The fact that Spanish infants had to be raised in the lowlands for a whole year before returning to altitude further suggests that the switch remains unstable and liable to change in early life. This may echo a poignant truth for cot death, which occurs in the same time frame. Looking at the risk factors for cot death, you see that most of them can point to low oxygen: prone sleeping position, maternal smoking, bed sharing and head covering.

The link between metabolic pathways, oxygen and infant mortality
The link between metabolic pathways, oxygen and infant mortality

Exploring this further, we have found that immediately after birth a key fat-burning metabolic pathway is turned on in the heart and this pathway turns out to be activated by increased oxygen. Yet how come the Inca babies survived? A scientific report published in May this year revealed that populations native to high altitudes have subtle variations in two genes. Adding support to the theory, one gene relates to oxygen sensing and is the same gene that is found to vary in activity at birth; the other induces the same fat-burning pathway we described above.

The next steps are now to see whether artificially blocking portions of this pathway and interfering with the oxygen sensing machinery prevents the fuel switchover.

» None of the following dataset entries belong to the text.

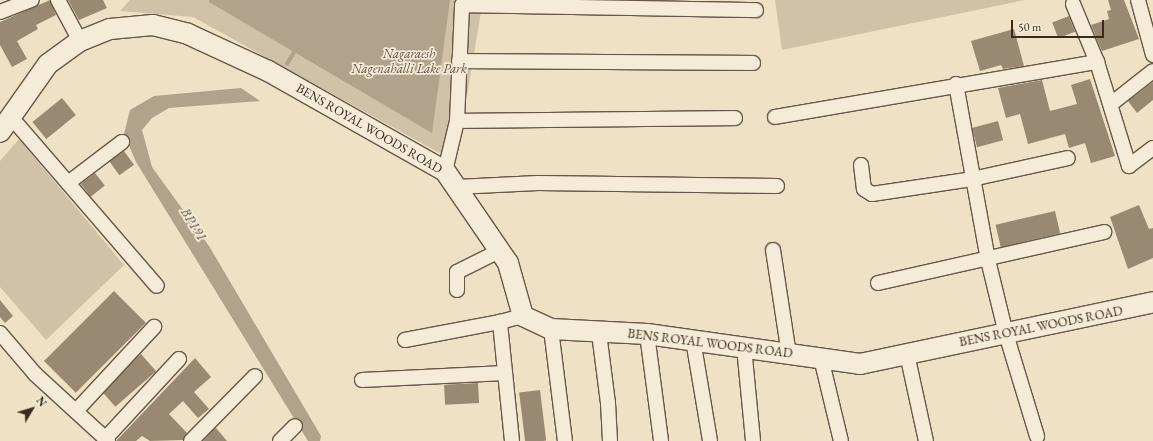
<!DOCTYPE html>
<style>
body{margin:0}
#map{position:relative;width:1153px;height:441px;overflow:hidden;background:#eee1c5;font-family:"EB Garamond",serif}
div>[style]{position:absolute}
.green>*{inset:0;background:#d0c2a8}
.water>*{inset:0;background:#b1a28b}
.stream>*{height:3.5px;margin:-1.75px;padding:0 1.75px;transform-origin:1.75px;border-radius:1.75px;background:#b1a28b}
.building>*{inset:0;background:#998973;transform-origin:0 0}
.roads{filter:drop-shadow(1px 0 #685746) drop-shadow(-1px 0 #685746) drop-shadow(0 1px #685746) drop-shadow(0 -1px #685746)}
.street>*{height:14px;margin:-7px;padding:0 7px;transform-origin:7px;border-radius:7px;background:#f4ecd9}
.secondary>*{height:20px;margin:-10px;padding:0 10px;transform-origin:10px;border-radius:10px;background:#f4ecd9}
span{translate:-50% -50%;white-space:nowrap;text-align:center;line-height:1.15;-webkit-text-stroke:3.5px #f4ecd9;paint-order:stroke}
.park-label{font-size:13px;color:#614f3e;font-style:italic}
.street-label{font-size:13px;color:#3c291b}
.water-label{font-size:14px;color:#5f4d3d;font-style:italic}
.north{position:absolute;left:12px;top:389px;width:40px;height:40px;-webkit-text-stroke:3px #f4ecd9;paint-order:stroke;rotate:52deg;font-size:11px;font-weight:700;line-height:16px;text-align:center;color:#3c291b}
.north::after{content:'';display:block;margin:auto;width:14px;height:18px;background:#3c291b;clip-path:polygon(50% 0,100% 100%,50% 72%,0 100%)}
.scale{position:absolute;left:1011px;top:20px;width:93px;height:18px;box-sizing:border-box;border:2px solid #3c291b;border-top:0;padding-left:5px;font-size:12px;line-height:14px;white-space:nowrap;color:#3c291b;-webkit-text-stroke:3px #f4ecd9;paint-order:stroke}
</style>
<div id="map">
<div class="green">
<div style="clip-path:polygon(130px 0,483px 0,456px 162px,193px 17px,120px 11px)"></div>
<div style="clip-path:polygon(775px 0,1025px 0,782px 50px)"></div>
<div style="clip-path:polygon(19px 139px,124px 265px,46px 340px,0 287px,0 161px)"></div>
</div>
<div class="water">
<div style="clip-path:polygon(209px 0,450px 0,432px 133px,209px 2px)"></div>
<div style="clip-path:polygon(241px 88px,260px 101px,169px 108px,152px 118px,142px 130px,152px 167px,209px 246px,321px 436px,320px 441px,308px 441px,136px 162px,124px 134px,130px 110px,154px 96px)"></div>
</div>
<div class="stream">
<div style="left:287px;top:64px;width:17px;rotate:-59deg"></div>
</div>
<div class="building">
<div style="clip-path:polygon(50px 0,56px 15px,36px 25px,38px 29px,17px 41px,27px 59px,12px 67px,0 45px,0 22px)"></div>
<div style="clip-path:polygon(68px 0,103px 0,107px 8px,79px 20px)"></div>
<div style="clip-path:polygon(1108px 0,1124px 0,1139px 39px,1102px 51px,1091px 25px,1109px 19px,1107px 11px,1111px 10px)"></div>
<div style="left:1069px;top:16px;width:17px;height:18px;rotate:69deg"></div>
<div style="clip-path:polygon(1014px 29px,1024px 66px,1003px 69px,1001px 65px,980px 71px,971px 41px)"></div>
<div style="clip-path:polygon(1090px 79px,1115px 156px,1091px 163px,1085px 143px,1069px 148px,1065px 134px,1028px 144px,1020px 114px,1006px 118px,998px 88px,1042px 80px,1050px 111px,1077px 104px,1071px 85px)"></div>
<div style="clip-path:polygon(1153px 82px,1153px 100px,1137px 113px,1128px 101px)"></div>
<div style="left:62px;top:98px;width:22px;height:38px;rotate:51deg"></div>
<div style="left:998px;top:121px;width:20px;height:27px;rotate:75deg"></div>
<div style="left:124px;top:151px;width:17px;height:18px;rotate:54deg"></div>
<div style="left:95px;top:173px;width:16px;height:18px;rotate:52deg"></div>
<div style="clip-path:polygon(1139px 205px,1149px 229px,1153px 228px,1153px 258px,1128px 269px,1110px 217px)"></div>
<div style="left:1055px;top:211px;width:23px;height:61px;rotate:77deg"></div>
<div style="left:114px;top:291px;width:45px;height:99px;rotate:45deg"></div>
<div style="clip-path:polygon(0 300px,13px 316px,5px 323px,0 317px)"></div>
<div style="left:141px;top:354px;width:23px;height:54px;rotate:49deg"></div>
<div style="clip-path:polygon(195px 358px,211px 377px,194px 392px,209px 409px,198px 418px,183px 401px,169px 414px,187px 433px,183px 440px,150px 441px,142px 436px,136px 441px,116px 441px)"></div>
<div style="left:478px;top:383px;width:20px;height:34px;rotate:87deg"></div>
<div style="left:540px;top:390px;width:51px;height:21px;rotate:83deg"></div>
<div style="clip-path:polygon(216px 428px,227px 441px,203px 441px,214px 429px)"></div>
</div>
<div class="roads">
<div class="street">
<div style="left:58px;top:0;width:47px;rotate:61.8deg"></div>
<div style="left:1138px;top:0;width:57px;rotate:74.7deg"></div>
<div style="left:1073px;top:4px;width:63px;rotate:67.5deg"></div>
<div style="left:1097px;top:62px;width:109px;rotate:72.9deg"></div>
<div style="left:1129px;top:166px;width:30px;rotate:-37deg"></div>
<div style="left:0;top:12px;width:34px;rotate:-21deg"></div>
<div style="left:459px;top:61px;width:294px;rotate:0.4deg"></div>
<div style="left:956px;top:84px;width:179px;rotate:79.7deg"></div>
<div style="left:988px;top:260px;width:76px;rotate:76.3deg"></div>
<div style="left:1006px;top:334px;width:107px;rotate:73.1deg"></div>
<div style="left:1111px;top:104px;width:53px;rotate:-38.2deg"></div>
<div style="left:11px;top:117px;width:223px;rotate:49.2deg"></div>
<div style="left:775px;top:117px;width:327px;rotate:-9.7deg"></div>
<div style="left:457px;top:121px;width:278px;rotate:-0.6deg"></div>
<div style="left:861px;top:165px;width:24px;rotate:83deg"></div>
<div style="left:864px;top:189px;width:9px;rotate:32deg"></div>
<div style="left:872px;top:194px;width:101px;rotate:-8.5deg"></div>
<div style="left:972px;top:179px;width:98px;rotate:-12.3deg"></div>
<div style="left:445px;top:171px;width:51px;rotate:-76.5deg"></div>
<div style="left:457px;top:121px;width:116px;rotate:-87.5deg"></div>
<div style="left:462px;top:5px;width:294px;rotate:1deg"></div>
<div style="left:68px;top:183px;width:68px;rotate:-37.2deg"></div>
<div style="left:456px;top:187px;width:82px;rotate:-2.8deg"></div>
<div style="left:538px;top:183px;width:239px;rotate:0.7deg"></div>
<div style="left:773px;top:250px;width:105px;rotate:81.3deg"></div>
<div style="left:878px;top:283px;width:232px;rotate:-12.7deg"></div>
<div style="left:457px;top:290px;width:18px;rotate:-90deg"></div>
<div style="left:457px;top:272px;width:47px;rotate:-26.6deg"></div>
<div style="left:551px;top:329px;width:113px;rotate:82.9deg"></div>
<div style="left:0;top:333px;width:54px;rotate:49.5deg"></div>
<div style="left:35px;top:374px;width:99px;rotate:42.5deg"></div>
<div style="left:599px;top:333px;width:71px;rotate:82.7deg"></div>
<div style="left:608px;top:403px;width:38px;rotate:87deg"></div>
<div style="left:647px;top:334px;width:108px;rotate:82.5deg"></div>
<div style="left:405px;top:340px;width:97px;rotate:-10.7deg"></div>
<div style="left:693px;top:340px;width:102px;rotate:80.4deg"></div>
<div style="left:744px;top:347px;width:94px;rotate:84.5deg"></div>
<div style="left:907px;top:354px;width:89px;rotate:77.7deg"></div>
<div style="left:821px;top:358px;width:85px;rotate:76.5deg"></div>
<div style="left:362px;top:380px;width:143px;rotate:-2.8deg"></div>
<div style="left:76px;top:411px;width:115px;rotate:-47.1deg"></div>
<div style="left:105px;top:439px;width:109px;rotate:-47.2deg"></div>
<div style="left:191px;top:441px;width:91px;rotate:-45.4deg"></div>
<div style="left:280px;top:441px;width:21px;rotate:-45deg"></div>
<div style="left:512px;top:441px;width:120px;rotate:-95.8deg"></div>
<div style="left:500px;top:322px;width:24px;rotate:-15deg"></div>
</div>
<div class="secondary">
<div style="left:0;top:132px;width:83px;rotate:-54.8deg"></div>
<div style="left:48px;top:64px;width:39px;rotate:-36deg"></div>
<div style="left:80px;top:41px;width:32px;rotate:-22deg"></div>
<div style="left:110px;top:29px;width:43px;rotate:-5.3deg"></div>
<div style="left:153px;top:25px;width:36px;rotate:14deg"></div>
<div style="left:188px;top:34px;width:88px;rotate:24.8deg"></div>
<div style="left:268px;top:71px;width:203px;rotate:29.5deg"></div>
<div style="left:445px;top:171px;width:112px;rotate:55.6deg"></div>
<div style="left:508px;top:263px;width:55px;rotate:74.2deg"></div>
<div style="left:523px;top:316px;width:31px;rotate:25deg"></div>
<div style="left:551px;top:329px;width:96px;rotate:3deg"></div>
<div style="left:647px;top:334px;width:215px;rotate:8deg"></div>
<div style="left:860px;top:364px;width:299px;rotate:-11.9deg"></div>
</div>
</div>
<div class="park-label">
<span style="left:409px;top:62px">Nagaraesh<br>Nagenahalli Lake Park</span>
</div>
<div class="street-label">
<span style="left:369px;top:129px;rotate:30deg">BENS ROYAL WOODS ROAD</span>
<span style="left:1041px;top:327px;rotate:-11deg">BENS ROYAL WOODS ROAD</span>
<span style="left:710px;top:344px;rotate:7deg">BENS ROYAL WOODS ROAD</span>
</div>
<div class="water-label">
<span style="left:194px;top:224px;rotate:58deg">BP191</span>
</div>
<div class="north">N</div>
<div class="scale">50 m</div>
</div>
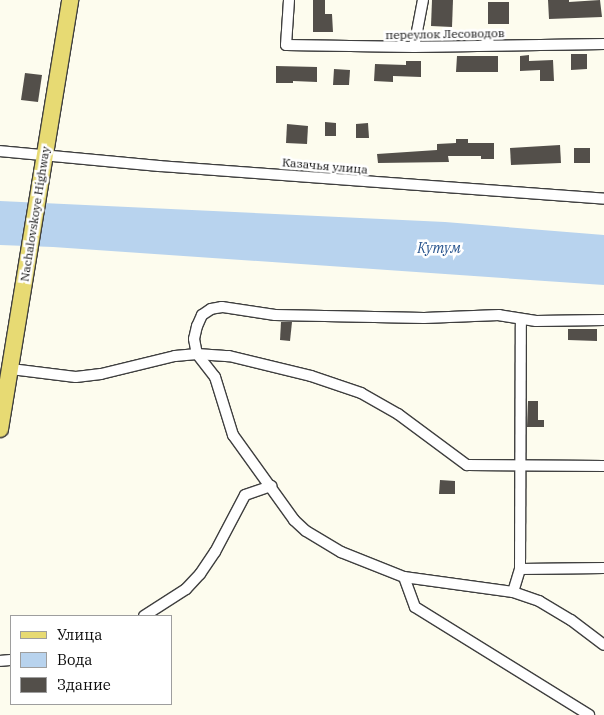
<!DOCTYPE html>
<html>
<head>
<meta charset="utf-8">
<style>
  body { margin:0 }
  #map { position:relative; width:604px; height:715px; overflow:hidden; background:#fdfcee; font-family:"IBM Plex Serif",serif }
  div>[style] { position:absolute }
  .water>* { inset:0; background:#b8d3ee }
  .building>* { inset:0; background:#534f4a }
  .roads { filter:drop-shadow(1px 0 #3f3f3f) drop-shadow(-1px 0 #3f3f3f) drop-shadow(0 1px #3f3f3f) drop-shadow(0 -1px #3f3f3f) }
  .street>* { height:10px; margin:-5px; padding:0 5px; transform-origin:5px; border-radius:5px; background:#fff }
  .primary>* { height:16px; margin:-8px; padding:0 8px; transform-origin:8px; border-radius:8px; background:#e7da73 }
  span { translate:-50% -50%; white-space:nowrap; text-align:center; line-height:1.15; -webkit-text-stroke:5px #fff; paint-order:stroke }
  .street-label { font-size:12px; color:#0c0c0c }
  .water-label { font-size:14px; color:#26538d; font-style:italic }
  .legend { position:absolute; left:10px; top:615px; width:162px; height:90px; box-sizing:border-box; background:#fff; border:1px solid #9e9e9e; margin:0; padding:6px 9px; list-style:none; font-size:15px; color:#0c0c0c }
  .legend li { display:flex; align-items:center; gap:10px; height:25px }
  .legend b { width:25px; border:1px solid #9e9e9e }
</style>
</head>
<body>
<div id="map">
  <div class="water">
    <div style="clip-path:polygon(0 201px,445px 222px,604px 235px,604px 285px,53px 247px,0 245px)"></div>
  </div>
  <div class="building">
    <div style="clip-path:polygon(313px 0,325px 0,325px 14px,332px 14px,333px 32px,313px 32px)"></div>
    <div style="clip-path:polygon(432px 0,453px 0,452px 27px,431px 26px)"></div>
    <div style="clip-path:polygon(548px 0,569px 0,569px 2px,600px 0,602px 17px,549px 19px)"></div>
    <div style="clip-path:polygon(488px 2px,509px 2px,509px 24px,488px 24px)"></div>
    <div style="clip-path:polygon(571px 54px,587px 54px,587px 69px,571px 70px)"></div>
    <div style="clip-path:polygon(529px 55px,529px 61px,553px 60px,554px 81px,540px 81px,540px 70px,520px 71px,520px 56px)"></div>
    <div style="clip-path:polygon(457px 56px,498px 56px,498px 72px,456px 72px)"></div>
    <div style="clip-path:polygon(406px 61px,421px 61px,421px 77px,393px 76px,393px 82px,374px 81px,375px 64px,406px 65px)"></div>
    <div style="clip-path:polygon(276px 66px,317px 67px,317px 82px,293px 81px,293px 83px,276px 83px)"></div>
    <div style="clip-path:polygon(334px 69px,350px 70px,349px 85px,333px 85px)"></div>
    <div style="clip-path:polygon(25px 73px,42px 75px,38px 102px,21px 100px)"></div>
    <div style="clip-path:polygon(325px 122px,336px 123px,336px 136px,325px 136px)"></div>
    <div style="clip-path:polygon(368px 123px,369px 138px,356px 138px,356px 124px)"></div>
    <div style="clip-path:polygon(287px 124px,308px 126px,307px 144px,286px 143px)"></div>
    <div style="clip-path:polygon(456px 139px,468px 139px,468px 143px,494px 143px,494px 159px,481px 159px,481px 156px,448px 156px,449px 162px,378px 163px,377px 154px,437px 150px,437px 144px,456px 143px)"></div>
    <div style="clip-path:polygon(560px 145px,561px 163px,511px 165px,510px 148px)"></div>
    <div style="clip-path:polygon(574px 148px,590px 148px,590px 163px,574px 163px)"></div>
    <div style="clip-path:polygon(281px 322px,292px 322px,290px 341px,280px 340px)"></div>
    <div style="clip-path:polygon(568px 329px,597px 329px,597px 341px,568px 340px)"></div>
    <div style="clip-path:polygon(528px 401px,538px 401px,538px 420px,544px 420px,544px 427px,527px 427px)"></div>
    <div style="clip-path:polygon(440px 480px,455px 481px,455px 494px,439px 494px)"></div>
  </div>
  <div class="roads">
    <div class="street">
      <div style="left:289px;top:0;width:45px;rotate:93.8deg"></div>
      <div style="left:286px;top:45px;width:128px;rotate:0.9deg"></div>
      <div style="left:414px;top:47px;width:190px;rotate:-0.9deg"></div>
      <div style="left:414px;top:47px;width:48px;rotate:-79.2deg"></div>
      <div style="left:0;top:151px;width:160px;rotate:5.4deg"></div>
      <div style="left:159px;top:166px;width:446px;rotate:4.2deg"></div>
      <div style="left:604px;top:320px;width:68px;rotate:179.2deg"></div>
      <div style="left:536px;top:321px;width:37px;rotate:-171deg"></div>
      <div style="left:499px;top:315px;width:75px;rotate:177.7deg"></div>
      <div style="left:424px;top:318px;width:149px;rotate:-178.8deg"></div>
      <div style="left:275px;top:315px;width:54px;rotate:-171.4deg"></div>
      <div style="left:222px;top:307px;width:11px;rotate:170deg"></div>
      <div style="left:211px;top:309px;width:11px;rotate:146deg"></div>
      <div style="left:202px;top:315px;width:12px;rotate:114deg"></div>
      <div style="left:197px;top:326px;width:13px;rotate:103deg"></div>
      <div style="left:194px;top:339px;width:15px;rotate:79deg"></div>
      <div style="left:197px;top:354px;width:29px;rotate:52deg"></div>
      <div style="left:215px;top:377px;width:61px;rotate:72.8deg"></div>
      <div style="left:233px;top:435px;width:105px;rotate:54.3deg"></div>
      <div style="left:294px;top:520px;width:16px;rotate:43deg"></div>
      <div style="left:306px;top:531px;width:41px;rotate:31deg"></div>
      <div style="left:341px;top:552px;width:68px;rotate:21.6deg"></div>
      <div style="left:404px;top:577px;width:110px;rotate:7.8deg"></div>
      <div style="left:513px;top:592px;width:28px;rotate:19deg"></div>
      <div style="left:539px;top:601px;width:37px;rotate:31deg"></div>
      <div style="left:571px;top:620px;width:41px;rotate:37.1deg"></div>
      <div style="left:11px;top:369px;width:65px;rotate:7deg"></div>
      <div style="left:76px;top:377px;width:25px;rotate:-7deg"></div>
      <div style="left:101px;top:374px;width:76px;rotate:-13.7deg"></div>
      <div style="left:175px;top:356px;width:22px;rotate:-5deg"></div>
      <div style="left:197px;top:354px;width:32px;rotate:4deg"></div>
      <div style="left:229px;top:356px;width:84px;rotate:13.7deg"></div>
      <div style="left:311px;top:376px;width:53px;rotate:18.8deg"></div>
      <div style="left:361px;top:393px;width:43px;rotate:29.6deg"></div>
      <div style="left:398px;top:414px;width:86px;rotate:36.5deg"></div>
      <div style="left:467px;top:465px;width:137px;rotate:0.4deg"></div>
      <div style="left:520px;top:569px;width:84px;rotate:-0.7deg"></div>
      <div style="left:404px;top:577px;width:32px;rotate:70deg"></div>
      <div style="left:415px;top:607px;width:205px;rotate:31.8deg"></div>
      <div style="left:513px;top:592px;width:24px;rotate:-73deg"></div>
      <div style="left:520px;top:569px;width:250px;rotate:-89.8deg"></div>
      <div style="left:144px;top:616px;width:50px;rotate:-32.7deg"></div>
      <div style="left:186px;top:589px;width:21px;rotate:-47deg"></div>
      <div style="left:200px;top:574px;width:27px;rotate:-56deg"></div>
      <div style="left:215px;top:552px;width:64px;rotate:-62.2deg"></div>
      <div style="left:245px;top:495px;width:28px;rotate:-19deg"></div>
      <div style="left:0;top:661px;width:11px;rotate:-5deg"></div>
    </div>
    <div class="primary">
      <div style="left:0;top:429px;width:435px;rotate:-80.7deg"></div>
    </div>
  </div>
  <div class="street-label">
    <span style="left:445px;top:34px;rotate:-1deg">переулок Лесоводов</span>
    <span style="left:325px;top:166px;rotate:5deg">Казачья улица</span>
    <span style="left:35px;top:214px;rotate:-81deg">Nachalovskoye Highway</span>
  </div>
  <div class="water-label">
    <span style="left:439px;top:248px">Кутум</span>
  </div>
  <ul class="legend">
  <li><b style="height:6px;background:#e7da73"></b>Улица</li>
  <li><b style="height:14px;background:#b8d3ee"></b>Вода</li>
  <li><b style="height:14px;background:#534f4a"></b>Здание</li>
  </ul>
</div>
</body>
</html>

If the theory is correct, maintaining normal oxygen levels could spare the heartache of cot death. Simply ensuring adequate ventilation in an infant’s room and cot may achieve this. Dr Joseph Neary, from the Rocky Mountain National Park reports that “One ranch I visit gives oxygen to calves after they are born at high altitude. So far, this has increased the proportion of calves surviving to weaning”.

Whether this translates into human physiology remains, for the moment, ‘up in the air’.